What Works
Before you read any further, ask yourself which one of these graphs is most useful. Which one has the most information? If you had to get rid of one of them but still be able to explain the basic flows of people into the US over the last century, which one would you keep? And would your story be much weaker, somewhat weaker, pretty much the same after the loss of one of the graphs?

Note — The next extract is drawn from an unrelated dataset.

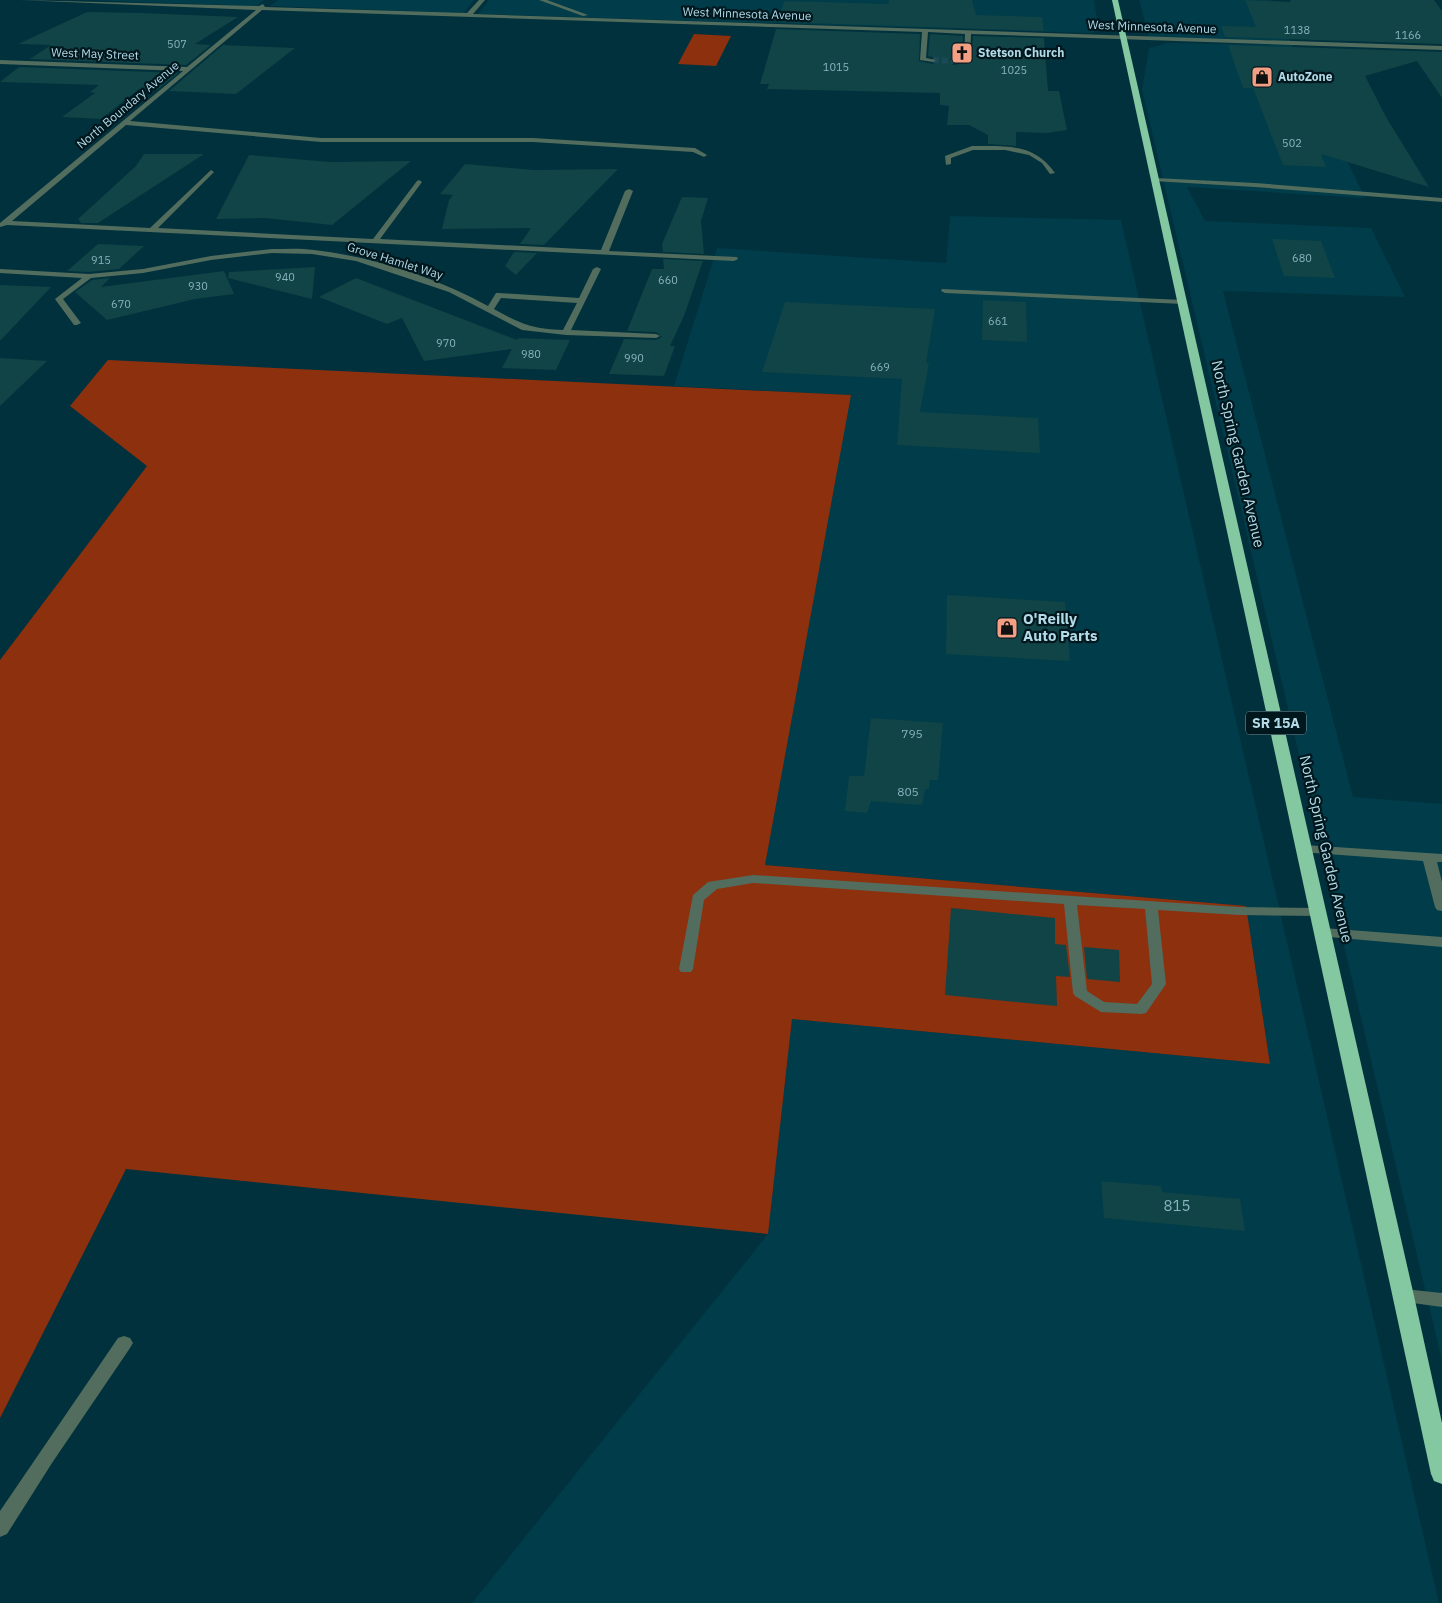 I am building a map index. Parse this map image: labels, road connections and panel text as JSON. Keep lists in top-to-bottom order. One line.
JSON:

First, I was moaning the other day about a graphic – like the one I posted recently about prescriptions for treating mental illness in the US – in which color is used to make it look like there is important information being encoded when, in fact, the colors are just pretty, nothing more. I am happy to report that in this case, the colors are not only useful, but necessary. Try to imagine looking at this thing in gray scale. It would be nearly impossible to read. So kudos for color in general. In specific, I probably would have tried to group the countries that are near each other in the world within a color family. Sweden and Norway are good examples of what I would have done throughout – they are both green, just different shades. That makes good logical sense. On the other hand, Ireland and the UK are not in the same color family and it confuses me. I also don’t see great geographic or other similarities between Canada/Mexico and China. So I would have kept the Canada and Mexico as they are and found a different color for China.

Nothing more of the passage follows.